From Wikipedia, the free encyclopedia
Jump to: navigation, search

The technical explanations from Wikipedia talk:Featured article candidates/Citation templates are copied here to make them easier to find.

Israel is slow mainly because of citation templates (technical points only)[edit]

The slow page-load time SlimVirgin observes in Israel is not a figment of imagination: it's real. I can easily reproduce the problem by visiting version CITE of that article (which was current as of about 15 minutes ago), clicking on the "edit this page" button, and then pressing "Show preview". The resulting page has a little comment in its HTML that says "Served by srv178 in 32.837 secs." (your timings may differ if you talk to a faster or slower server), and the entire process took about 36 seconds real time.
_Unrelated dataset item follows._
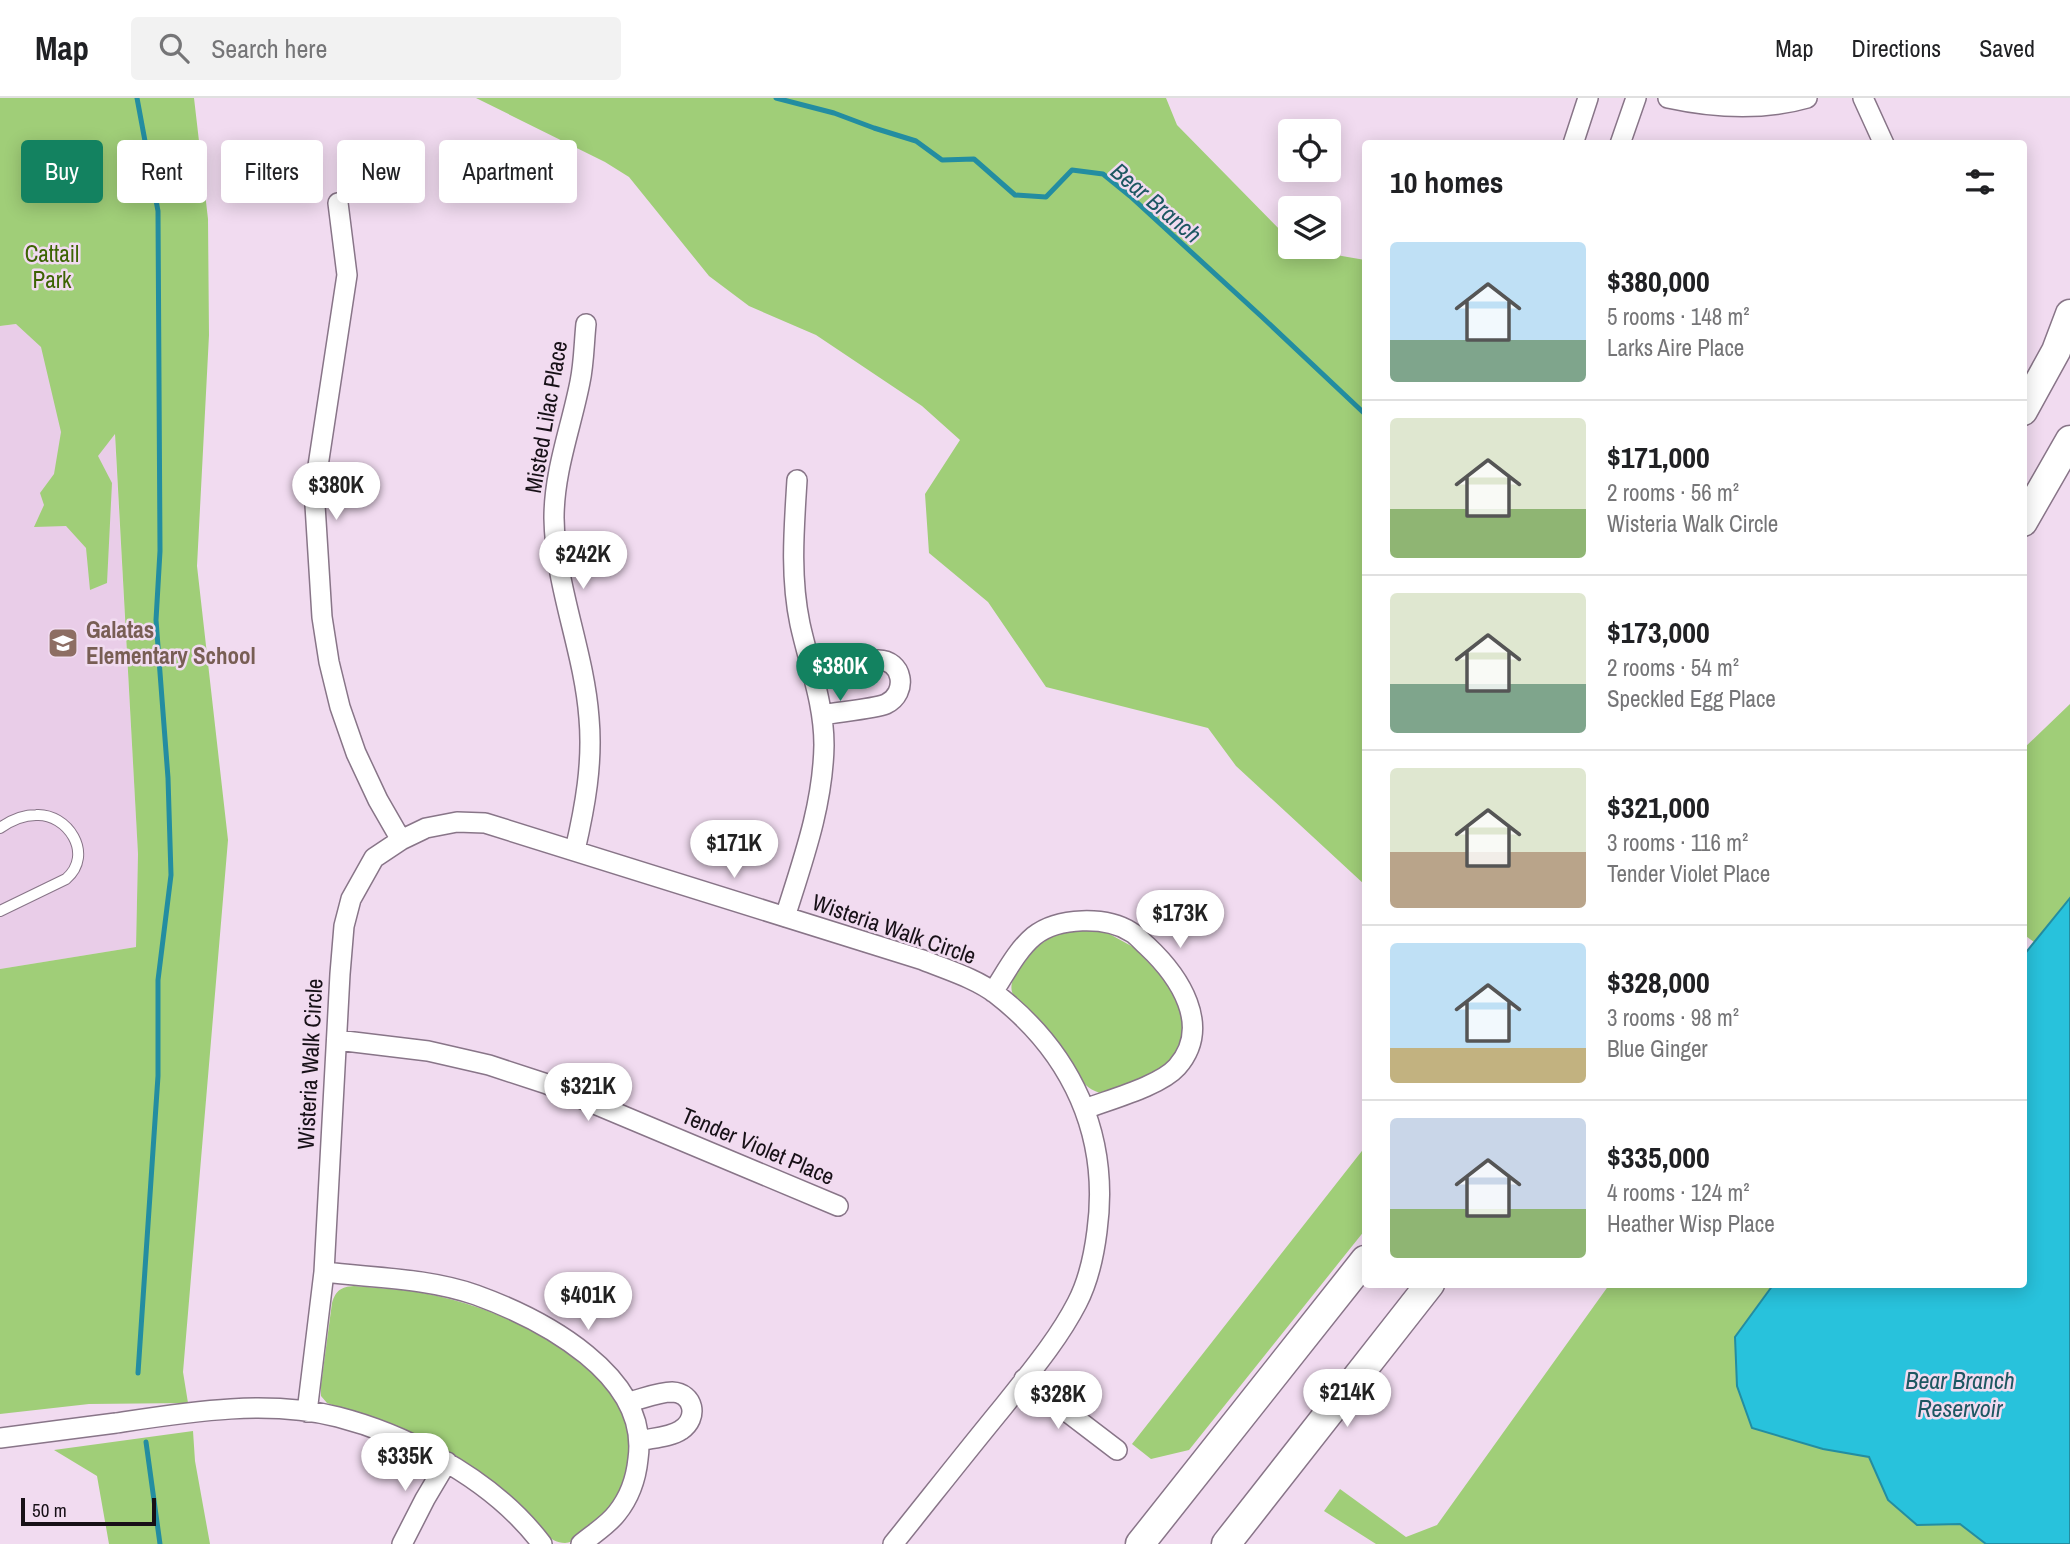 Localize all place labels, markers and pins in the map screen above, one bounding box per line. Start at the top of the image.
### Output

The bottleneck is on the Wikipedia server side, not in my network or browser. If I then visit version VCITE, which is identical to version CITE except that it uses {{vcite journal}} etc. rather than {{cite journal}} etc., and do exactly the same thing, the resulting page's little HTML comment says "Served by srv227 in 12.298 secs." and the overall process takes about 15 seconds real time (again, your timings can vary quite a bit). In my experience, switching from the {{cite journal}} to the {{vcite journal}} family improves the editing experience (i.e., the real time it takes to load a page) by a factor of two. The only thing that's changed is which citation templates are used: I'm not changing images or anything else. (The test with Israel isn't quite fair, as not all the vcite flavors are implemented yet so I fall back on the cite versions, also, I approximate citation with vcite book; but it's close enough.)

This demonstration disproves the above claim "The argument being put forward – that citation templates slow down load times – is patently false, or at best specious. The citation templates are the main bottleneck in Israel, and it's their execution on the server side that is killing overall performance when editing.

Part of the confusion in the above discussion comes because some editors are visiting copies of the page that are cached on the server side. These copies are generated quickly, avoiding the bottleneck. But when you're logged in, and particularly when you're editing, the cache doesn't work.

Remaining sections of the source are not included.